Search papers, labs, and topics across Lattice.
This paper investigates the impact of chain-of-thought (CoT) reasoning length on the performance of function-calling language agents using the Berkeley Function Calling Leaderboard v3 Multiple benchmark. The key finding is a non-monotonic relationship between CoT length and accuracy: a brief CoT (32 tokens) significantly improves performance, while longer CoTs (256 tokens) degrade it, primarily due to incorrect function selection and hallucination. To address this, the authors introduce Function-Routing CoT (FR-CoT), a structured brief-CoT method that enforces commitment to a valid function name, achieving comparable accuracy to free-form CoT with improved reliability.
Chain-of-thought reasoning can actually *hurt* language agent performance in function-calling tasks, with brief reasoning outperforming both direct answers and lengthy deliberation.

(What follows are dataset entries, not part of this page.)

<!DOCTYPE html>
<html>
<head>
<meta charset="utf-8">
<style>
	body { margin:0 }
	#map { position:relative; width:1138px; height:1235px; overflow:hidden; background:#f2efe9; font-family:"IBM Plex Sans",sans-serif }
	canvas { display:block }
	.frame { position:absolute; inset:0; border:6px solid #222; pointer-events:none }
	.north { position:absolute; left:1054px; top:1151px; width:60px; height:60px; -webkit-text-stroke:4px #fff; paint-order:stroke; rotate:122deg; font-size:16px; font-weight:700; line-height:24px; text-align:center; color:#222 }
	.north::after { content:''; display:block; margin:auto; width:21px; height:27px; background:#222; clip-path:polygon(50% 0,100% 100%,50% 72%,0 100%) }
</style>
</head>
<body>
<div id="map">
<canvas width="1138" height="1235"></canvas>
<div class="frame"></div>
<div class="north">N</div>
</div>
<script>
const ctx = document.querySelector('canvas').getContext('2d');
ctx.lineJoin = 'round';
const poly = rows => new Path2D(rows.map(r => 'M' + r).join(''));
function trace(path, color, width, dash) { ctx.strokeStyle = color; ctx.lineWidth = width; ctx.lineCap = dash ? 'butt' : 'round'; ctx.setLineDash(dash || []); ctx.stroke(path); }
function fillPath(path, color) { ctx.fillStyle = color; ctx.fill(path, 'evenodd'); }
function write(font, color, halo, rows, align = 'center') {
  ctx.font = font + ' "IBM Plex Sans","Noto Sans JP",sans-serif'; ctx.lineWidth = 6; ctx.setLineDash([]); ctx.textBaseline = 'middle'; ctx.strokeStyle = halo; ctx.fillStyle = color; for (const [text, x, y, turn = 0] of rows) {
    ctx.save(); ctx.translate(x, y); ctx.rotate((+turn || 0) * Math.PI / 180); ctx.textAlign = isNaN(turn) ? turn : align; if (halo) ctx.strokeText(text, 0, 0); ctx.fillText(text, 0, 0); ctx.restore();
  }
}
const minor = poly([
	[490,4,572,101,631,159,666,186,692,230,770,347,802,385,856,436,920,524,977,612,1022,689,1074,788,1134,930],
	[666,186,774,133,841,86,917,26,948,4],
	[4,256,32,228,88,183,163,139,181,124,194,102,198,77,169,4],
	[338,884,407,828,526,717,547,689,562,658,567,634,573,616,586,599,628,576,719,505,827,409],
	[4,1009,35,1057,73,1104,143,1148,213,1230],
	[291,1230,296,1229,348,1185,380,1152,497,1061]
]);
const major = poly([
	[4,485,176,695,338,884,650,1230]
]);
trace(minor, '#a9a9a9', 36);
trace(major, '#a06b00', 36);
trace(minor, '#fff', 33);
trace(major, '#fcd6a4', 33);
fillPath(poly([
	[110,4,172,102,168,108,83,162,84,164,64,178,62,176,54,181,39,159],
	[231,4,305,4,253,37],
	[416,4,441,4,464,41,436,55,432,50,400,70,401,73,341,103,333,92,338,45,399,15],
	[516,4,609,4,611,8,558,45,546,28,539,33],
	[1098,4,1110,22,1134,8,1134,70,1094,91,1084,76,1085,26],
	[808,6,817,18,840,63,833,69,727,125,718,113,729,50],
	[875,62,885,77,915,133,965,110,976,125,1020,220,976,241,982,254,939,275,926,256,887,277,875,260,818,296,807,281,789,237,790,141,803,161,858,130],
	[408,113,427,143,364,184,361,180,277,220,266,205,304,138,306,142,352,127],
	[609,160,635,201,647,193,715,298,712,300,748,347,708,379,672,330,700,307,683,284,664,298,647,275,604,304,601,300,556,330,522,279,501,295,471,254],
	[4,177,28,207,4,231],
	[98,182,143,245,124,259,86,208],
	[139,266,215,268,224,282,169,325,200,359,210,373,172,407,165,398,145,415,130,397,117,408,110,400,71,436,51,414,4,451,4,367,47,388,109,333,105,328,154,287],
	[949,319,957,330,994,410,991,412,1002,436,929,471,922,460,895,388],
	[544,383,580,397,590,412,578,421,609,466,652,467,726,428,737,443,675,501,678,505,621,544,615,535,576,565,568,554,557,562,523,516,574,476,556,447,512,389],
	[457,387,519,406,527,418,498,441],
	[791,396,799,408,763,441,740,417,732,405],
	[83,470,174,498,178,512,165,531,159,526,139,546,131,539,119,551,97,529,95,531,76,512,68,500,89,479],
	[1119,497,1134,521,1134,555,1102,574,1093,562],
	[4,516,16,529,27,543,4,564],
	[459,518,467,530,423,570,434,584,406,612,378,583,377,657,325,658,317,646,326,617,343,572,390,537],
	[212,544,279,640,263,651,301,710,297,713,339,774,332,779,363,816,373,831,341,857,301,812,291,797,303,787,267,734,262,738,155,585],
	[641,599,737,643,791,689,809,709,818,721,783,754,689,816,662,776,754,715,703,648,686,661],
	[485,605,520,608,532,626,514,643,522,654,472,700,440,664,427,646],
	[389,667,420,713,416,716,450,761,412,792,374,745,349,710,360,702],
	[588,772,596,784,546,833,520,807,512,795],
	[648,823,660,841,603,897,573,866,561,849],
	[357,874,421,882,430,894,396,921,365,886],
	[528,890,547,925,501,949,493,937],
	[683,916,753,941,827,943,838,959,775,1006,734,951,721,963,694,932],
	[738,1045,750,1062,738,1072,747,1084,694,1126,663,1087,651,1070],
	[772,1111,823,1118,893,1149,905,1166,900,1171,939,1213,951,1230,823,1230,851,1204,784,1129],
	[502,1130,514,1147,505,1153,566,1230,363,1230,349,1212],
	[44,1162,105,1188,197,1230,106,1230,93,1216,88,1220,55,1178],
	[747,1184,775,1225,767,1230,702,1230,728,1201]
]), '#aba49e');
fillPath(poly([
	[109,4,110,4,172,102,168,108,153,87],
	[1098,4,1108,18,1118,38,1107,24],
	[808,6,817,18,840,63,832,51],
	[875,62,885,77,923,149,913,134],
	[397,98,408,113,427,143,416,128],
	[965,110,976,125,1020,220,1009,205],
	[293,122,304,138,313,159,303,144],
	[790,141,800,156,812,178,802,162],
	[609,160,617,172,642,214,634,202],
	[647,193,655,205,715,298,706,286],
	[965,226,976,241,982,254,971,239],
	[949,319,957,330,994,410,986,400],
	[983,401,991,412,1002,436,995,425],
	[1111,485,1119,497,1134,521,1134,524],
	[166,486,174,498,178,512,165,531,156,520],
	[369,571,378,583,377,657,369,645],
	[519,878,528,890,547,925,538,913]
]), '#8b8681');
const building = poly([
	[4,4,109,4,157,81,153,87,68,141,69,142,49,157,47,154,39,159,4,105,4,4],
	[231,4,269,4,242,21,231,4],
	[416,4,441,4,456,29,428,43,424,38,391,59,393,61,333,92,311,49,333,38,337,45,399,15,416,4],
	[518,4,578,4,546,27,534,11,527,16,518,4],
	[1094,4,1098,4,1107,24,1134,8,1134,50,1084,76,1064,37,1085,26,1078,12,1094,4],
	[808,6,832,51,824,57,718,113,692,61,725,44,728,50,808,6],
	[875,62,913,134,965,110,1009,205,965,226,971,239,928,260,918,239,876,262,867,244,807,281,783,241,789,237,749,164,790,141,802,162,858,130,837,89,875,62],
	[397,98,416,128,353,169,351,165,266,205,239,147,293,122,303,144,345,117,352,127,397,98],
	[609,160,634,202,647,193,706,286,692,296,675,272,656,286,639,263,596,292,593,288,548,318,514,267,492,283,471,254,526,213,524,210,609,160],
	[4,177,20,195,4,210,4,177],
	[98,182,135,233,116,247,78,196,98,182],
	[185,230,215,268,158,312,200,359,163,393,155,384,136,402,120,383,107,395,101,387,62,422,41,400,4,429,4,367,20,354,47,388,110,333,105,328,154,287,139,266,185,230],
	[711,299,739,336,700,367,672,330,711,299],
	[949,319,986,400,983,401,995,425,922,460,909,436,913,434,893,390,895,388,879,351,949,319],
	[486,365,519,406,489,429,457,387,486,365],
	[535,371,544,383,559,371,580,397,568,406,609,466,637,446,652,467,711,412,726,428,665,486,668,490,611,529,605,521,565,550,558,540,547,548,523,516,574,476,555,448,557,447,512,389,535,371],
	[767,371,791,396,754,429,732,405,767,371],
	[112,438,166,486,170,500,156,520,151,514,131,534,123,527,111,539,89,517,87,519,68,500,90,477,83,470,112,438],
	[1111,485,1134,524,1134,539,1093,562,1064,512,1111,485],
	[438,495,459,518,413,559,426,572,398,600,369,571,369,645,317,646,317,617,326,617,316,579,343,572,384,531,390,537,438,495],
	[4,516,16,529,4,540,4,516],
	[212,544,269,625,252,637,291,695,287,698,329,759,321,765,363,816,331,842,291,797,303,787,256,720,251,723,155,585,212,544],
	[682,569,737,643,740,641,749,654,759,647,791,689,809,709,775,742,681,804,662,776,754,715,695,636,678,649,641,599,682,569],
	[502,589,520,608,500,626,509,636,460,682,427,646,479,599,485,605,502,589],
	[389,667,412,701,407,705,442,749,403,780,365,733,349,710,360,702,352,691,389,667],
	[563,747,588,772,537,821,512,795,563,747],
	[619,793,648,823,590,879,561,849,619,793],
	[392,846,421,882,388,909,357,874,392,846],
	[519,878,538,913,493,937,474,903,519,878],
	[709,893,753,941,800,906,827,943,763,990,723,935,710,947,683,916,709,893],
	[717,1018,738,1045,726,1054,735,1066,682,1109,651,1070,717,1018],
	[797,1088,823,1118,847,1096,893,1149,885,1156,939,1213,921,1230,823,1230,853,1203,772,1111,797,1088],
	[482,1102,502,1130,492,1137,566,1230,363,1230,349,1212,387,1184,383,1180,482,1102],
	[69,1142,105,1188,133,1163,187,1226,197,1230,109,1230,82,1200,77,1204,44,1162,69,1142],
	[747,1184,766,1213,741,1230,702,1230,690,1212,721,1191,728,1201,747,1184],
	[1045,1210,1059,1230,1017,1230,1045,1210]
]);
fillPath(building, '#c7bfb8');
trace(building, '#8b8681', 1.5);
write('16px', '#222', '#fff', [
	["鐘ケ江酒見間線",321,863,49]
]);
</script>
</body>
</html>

How much should a language agent think before taking action? Chain-of-thought (CoT) reasoning is widely assumed to improve agent performance, but the relationship between reasoning length and accuracy in structured tool-use settings remains poorly understood. We present a systematic study of CoT budget effects on function-calling agents, sweeping six token budgets (0--512) across 200 tasks from the Berkeley Function Calling Leaderboard v3 Multiple benchmark. Our central finding is a striking non-monotonic pattern on Qwen2.5-1.5B-Instruct: brief reasoning (32 tokens) dramatically improves accuracy by 45% relative over direct answers, from 44.0% to 64.0%, while extended reasoning (256 tokens) degrades performance well below the no-CoT baseline, to 25.0% (McNemar p<0.001). A three-way error decomposition reveals the mechanism. At d = 0, 30.5% of tasks fail because the model selects the wrong function from the candidate set; brief CoT reduces this to 1.5%, effectively acting as a function-routing step, while long CoT reverses the gain, yielding 28.0% wrong selections and 18.0% hallucinated functions at d = 256. Oracle analysis shows that 88.6% of solvable tasks require at most 32 reasoning tokens, with an average of 27.6 tokens, and a finer-grained sweep indicates that the true optimum lies at 8--16 tokens. Motivated by this routing effect, we propose Function-Routing CoT (FR-CoT), a structured brief-CoT method that templates the reasoning phase as"Function: [name] / Key args: [...],"forcing commitment to a valid function name at the start of reasoning. FR-CoT achieves accuracy statistically equivalent to free-form d = 32 CoT while reducing function hallucination to 0.0%, providing a structural reliability guarantee without budget tuning.